**WHAT IS REQUIRED**:
Every line of the records that holds the word "from" should be copied.

**INFORMATION SHOWN**:
* * * * *

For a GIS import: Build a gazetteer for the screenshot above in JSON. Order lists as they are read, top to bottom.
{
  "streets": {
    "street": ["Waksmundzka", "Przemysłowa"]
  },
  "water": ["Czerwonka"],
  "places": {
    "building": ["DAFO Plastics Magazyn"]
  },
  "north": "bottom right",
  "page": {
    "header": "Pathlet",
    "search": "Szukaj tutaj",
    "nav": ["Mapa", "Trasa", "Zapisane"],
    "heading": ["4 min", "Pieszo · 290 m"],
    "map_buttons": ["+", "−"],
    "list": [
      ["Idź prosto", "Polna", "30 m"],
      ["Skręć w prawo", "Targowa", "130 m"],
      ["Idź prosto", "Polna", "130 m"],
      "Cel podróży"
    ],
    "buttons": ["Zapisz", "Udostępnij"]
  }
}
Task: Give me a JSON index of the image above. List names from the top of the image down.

* * * * *

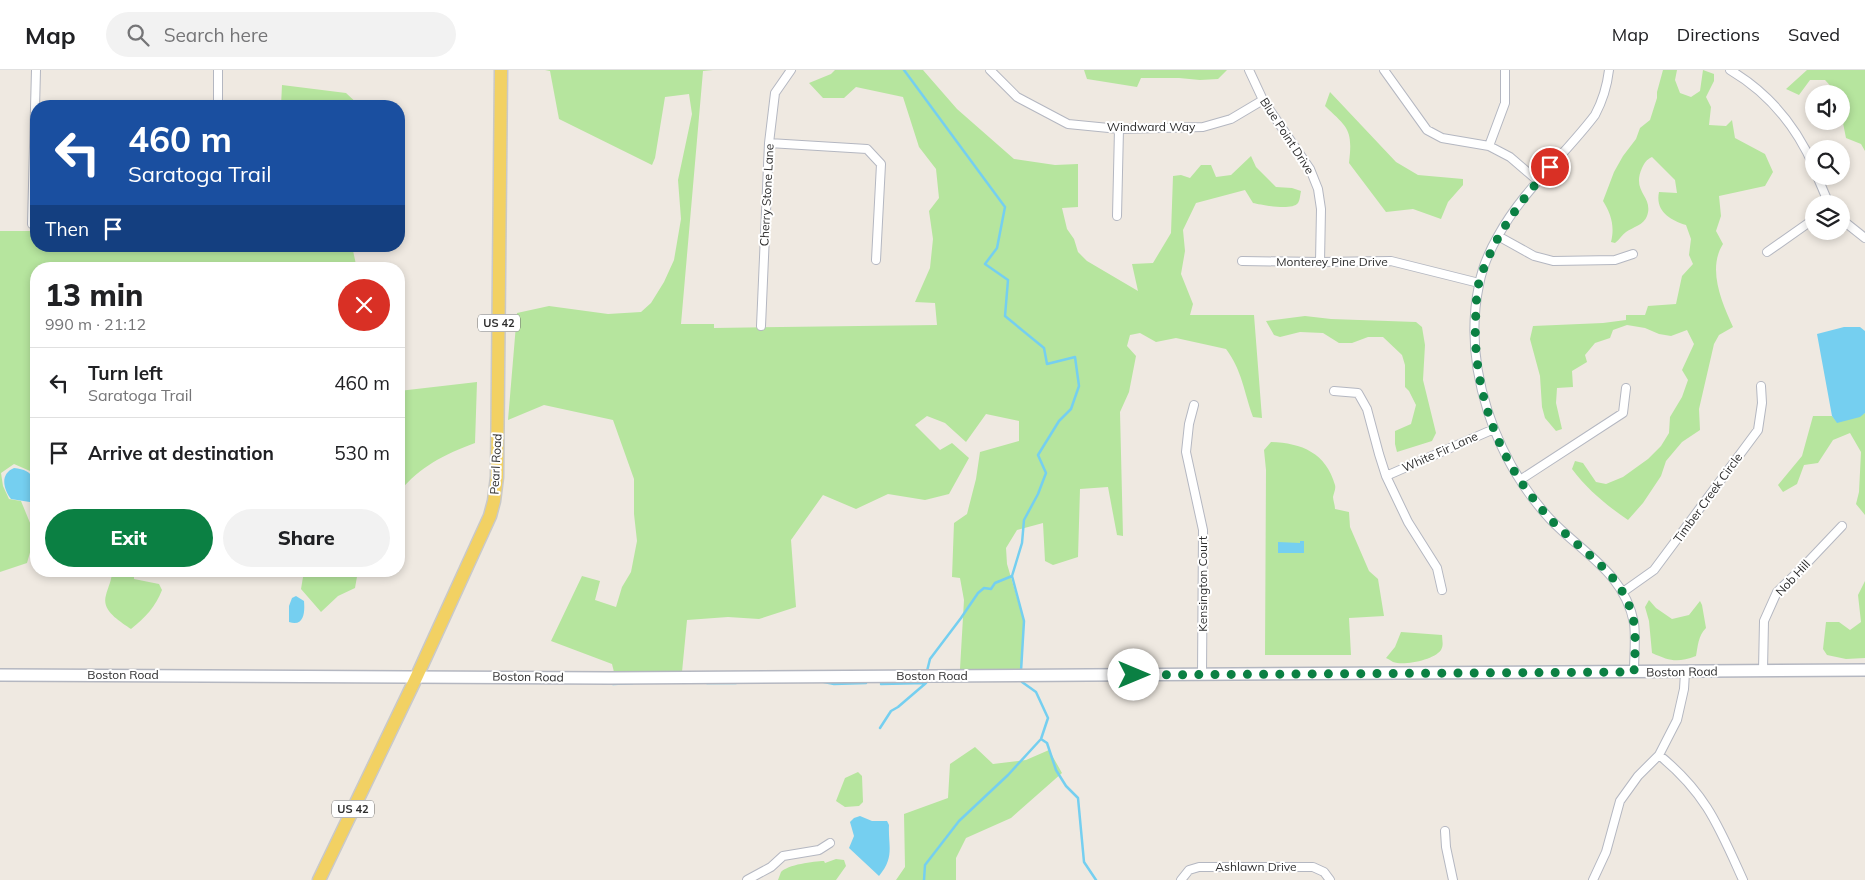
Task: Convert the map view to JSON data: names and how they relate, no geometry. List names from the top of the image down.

* * * * *

**ANSWER TO THE EXERCISE**:
Task: Give me a JSON index of the image above. List names from the top of the image down.
Task: Convert the map view to JSON data: names and how they relate, no geometry. List names from the top of the image down.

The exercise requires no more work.